Of course this analysis ignores capacity factors (i.e. are we comparing full trains to full cars and full planes, or partially full trains to singly occupied cars?). Incidentally, this is why you will often see such a diverse line of figures on the topic of HS2. I have come across attempts by the HS2 naysayers to portray a HS2 train as worse for emissions than a car….which is true if you compare a fully loaded Prius driven sensibly and slowly to a fraction full train. Of course the reality, a packed train and a singly occupied Mondeo driven above the speed limit, produces a result where a high speed train has about a quarter to a sixth the emissions of a car. Also one needs to consider all the other nasties that come out of the tailpipe of a car, or an aircraft compared to an electric train.

It will run through several sites of special scientific Interest
There are SSSI’s and then there are SSSI’s! You have to understand that essentially anywhere that a guy with a tweet jacket, a grant from a university and a tape measure is doing a study of wildlife can be classified as an SSSI. If I wanted too, Monday morning I could have my back garden declared a SSSI – that doesn’t mean we shouldn’t build on it or I can’t hang up my washing up! Now there are some SSSI that are important and critical, but you need to take each on a case by case basis. And again, we need to balance any environmental negatives for HS2 with the environmental positives (reduced pollution related to transport).

Ticket prices on HS2 will be hugely expensive and it will be the preserve of an elite wealthy few!
Admittedly this is one of the reasons I’d favour spending £17 Billion on something else. But in the interest of fairness, lets put this one to the test. What is the price difference on the current High speed One line London to Folkestone compared to the standard rail rate and how does that compare to prices across the rest of the network?

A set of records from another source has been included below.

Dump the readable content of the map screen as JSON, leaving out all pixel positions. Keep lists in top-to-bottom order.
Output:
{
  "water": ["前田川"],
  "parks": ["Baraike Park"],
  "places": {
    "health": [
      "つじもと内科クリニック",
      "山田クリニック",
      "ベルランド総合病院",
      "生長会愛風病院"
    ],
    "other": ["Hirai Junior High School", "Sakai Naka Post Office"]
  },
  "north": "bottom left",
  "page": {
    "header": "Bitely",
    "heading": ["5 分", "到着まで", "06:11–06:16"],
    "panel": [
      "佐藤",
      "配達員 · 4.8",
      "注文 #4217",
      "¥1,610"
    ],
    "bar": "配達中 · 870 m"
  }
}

I just had a play around on a few ticket sales websites and it works out that the ticket price for HS One is around 41-28p per mile about 1.5 times the price on that same line if you opt for a slower “standard” service. Yes, that is a bit pricy, but it’s actually cheaper than the 80p anytime and 40p off-peak prices one would currently pay if going London to Birmingham. So it would seem to me, assuming those prices get transferred over to HS2, then it will not necessarily represent a massive increase in ticket prices. Also, the primary purpose of HS2 is to get trains up north quickly, thus anyone taking a train to say Glasgow, will benefit from the higher speed sprint the train makes through the Midlands. While I’d be the first to argue that rail ticket prices need to come down in Britain (see my past posting for more on that), I don’t see how this “rich elite” argument against HS2 stands up.

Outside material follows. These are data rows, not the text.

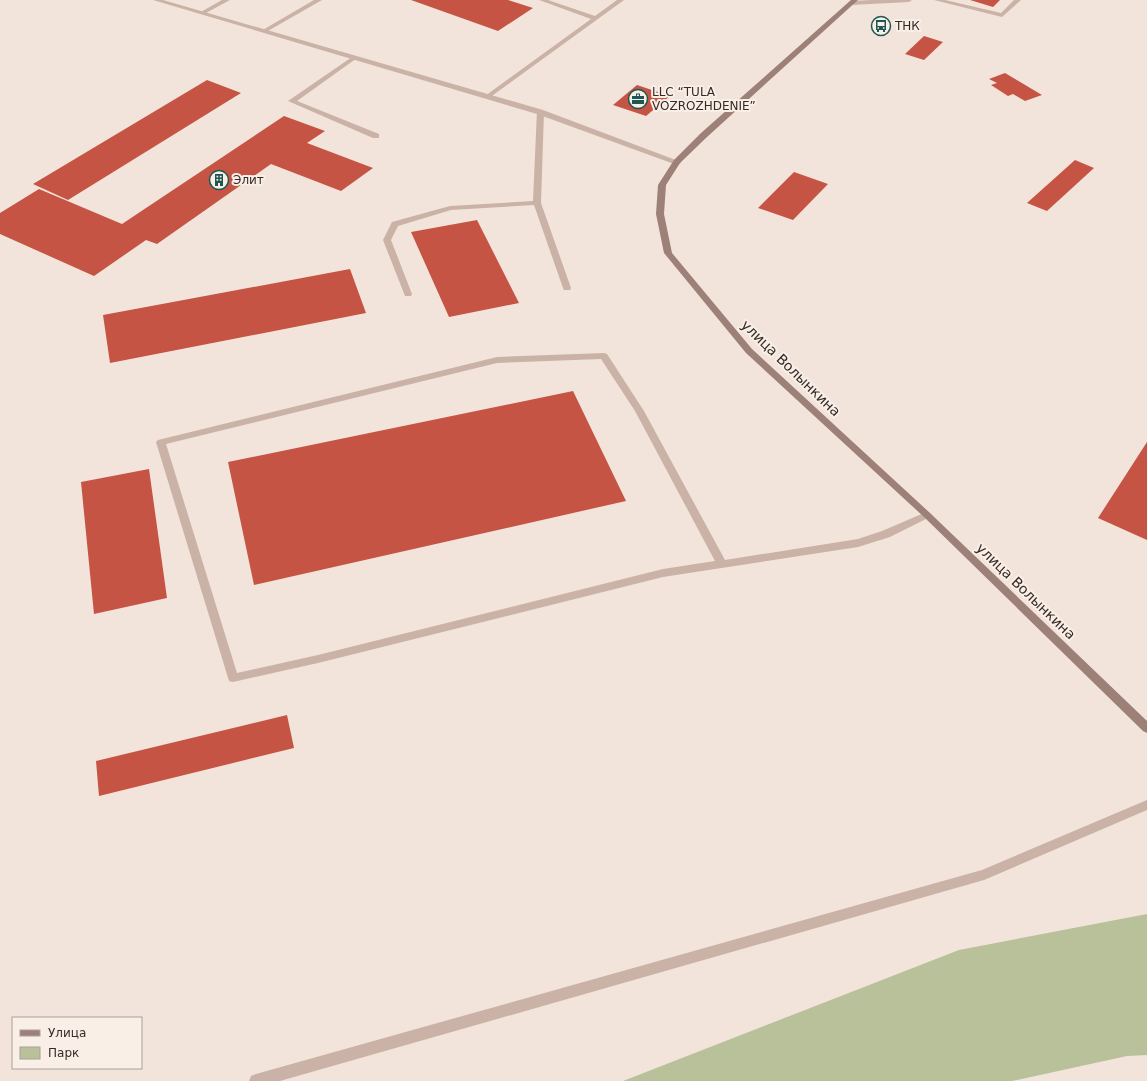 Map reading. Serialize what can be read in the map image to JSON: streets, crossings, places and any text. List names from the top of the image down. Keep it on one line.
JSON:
{"streets":{"street":["улица Волынкина"]},"places":{"bus stop":["ТНК"],"office":["LLC “TULA VOZROZHDENIE”"],"building":["Элит"]},"legend":["Улица","Парк"]} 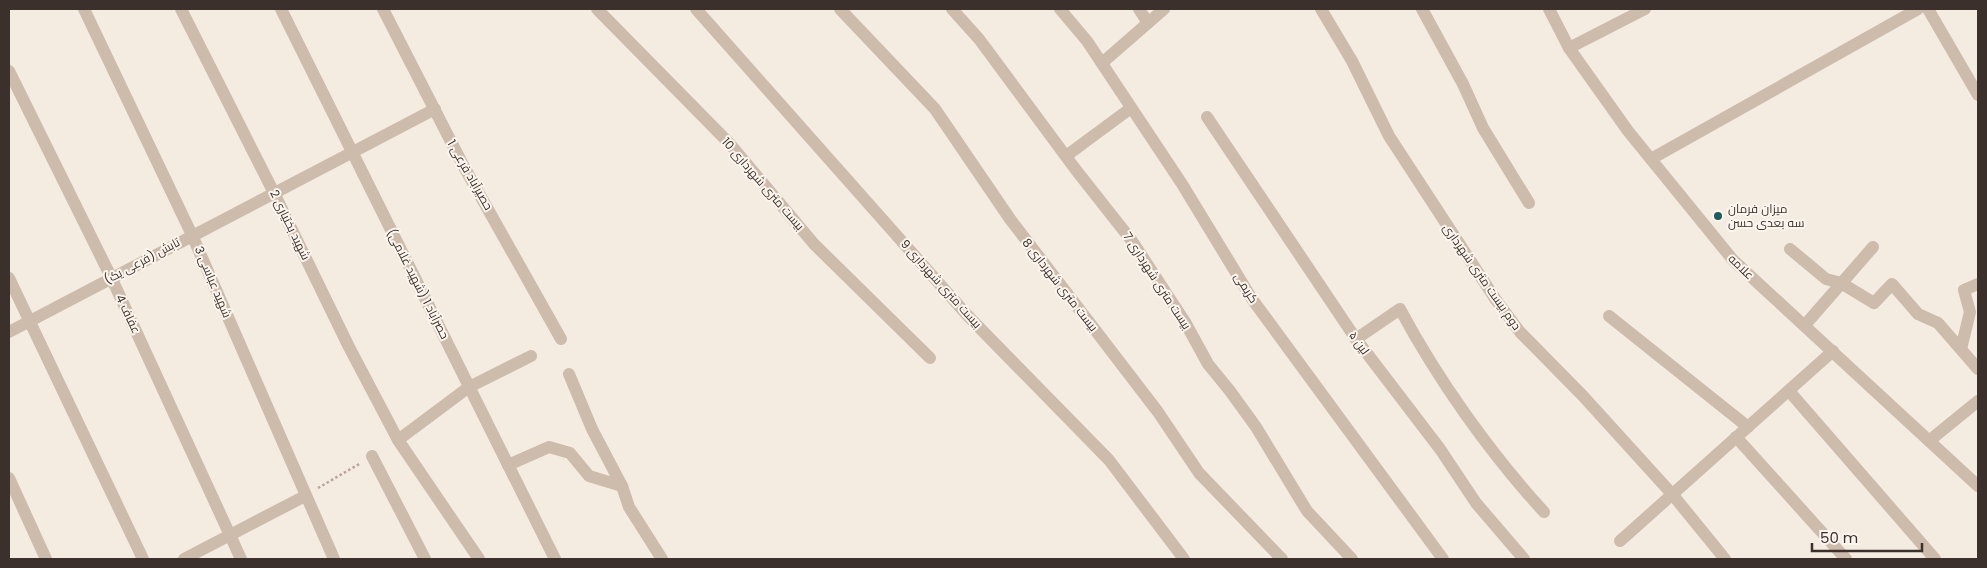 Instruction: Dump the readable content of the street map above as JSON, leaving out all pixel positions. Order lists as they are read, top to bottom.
{
  "streets": {
    "street": [
      "حصیرآباد فرعی 1",
      "بیست متری شهرداری 10",
      "شهید بختیاری 2",
      "تابش (فرعی یک)",
      "علامه",
      "دوم بیست متری شهرداری",
      "بیست متری شهرداری 7",
      "شهید عباسی 3",
      "حصرآباد 1 (شهید غلامی)",
      "بیست متری شهرداری 9",
      "بیست متری شهرداری 8",
      "کریمی",
      "عفاف 4",
      "لین ۵"
    ]
  },
  "crossings": [
    ["حصیرآباد فرعی 1", "تابش (فرعی یک)"],
    ["شهید بختیاری 2", "تابش (فرعی یک)"],
    ["تابش (فرعی یک)", "شهید عباسی 3"],
    ["تابش (فرعی یک)", "حصرآباد 1 (شهید غلامی)"],
    ["تابش (فرعی یک)", "عفاف 4"]
  ],
  "places": ["میزان فرمان سه بعدی حسن"],
  "scale_bar": "50 m"
}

We need more local lines for commuters and freight not high speed trains!
Again, this is one of my own arguments against HS2. But I’m sure the supporters of HS2 will counter it by pointing out that by moving the high speed trains to a separate network it will free up space on the track for more commuter trains and freight services. Indeed one of the arguments in favour of HS2, as opposed to my own policy of upgrading existing lines, is that the UK’s current network is under severe strain as it is. Building new lines is the only way to ease congestion on lines, and the West Coast Mine Line is one of the most congested rail routes in the country. Given how much trouble and expense it is in this country to build new railway lines, we may as well build one to the highest standard possible. While I’d still argue my corner on an economics ground (spreading the money evenly around the country), even I have to concede that the HS2 supporters may have a point here.

So while I’m not giving my unwavering support to HS2, I’m sceptical of its benefits, but as I said at the beginning, lets not throw the baby out with the bathwater!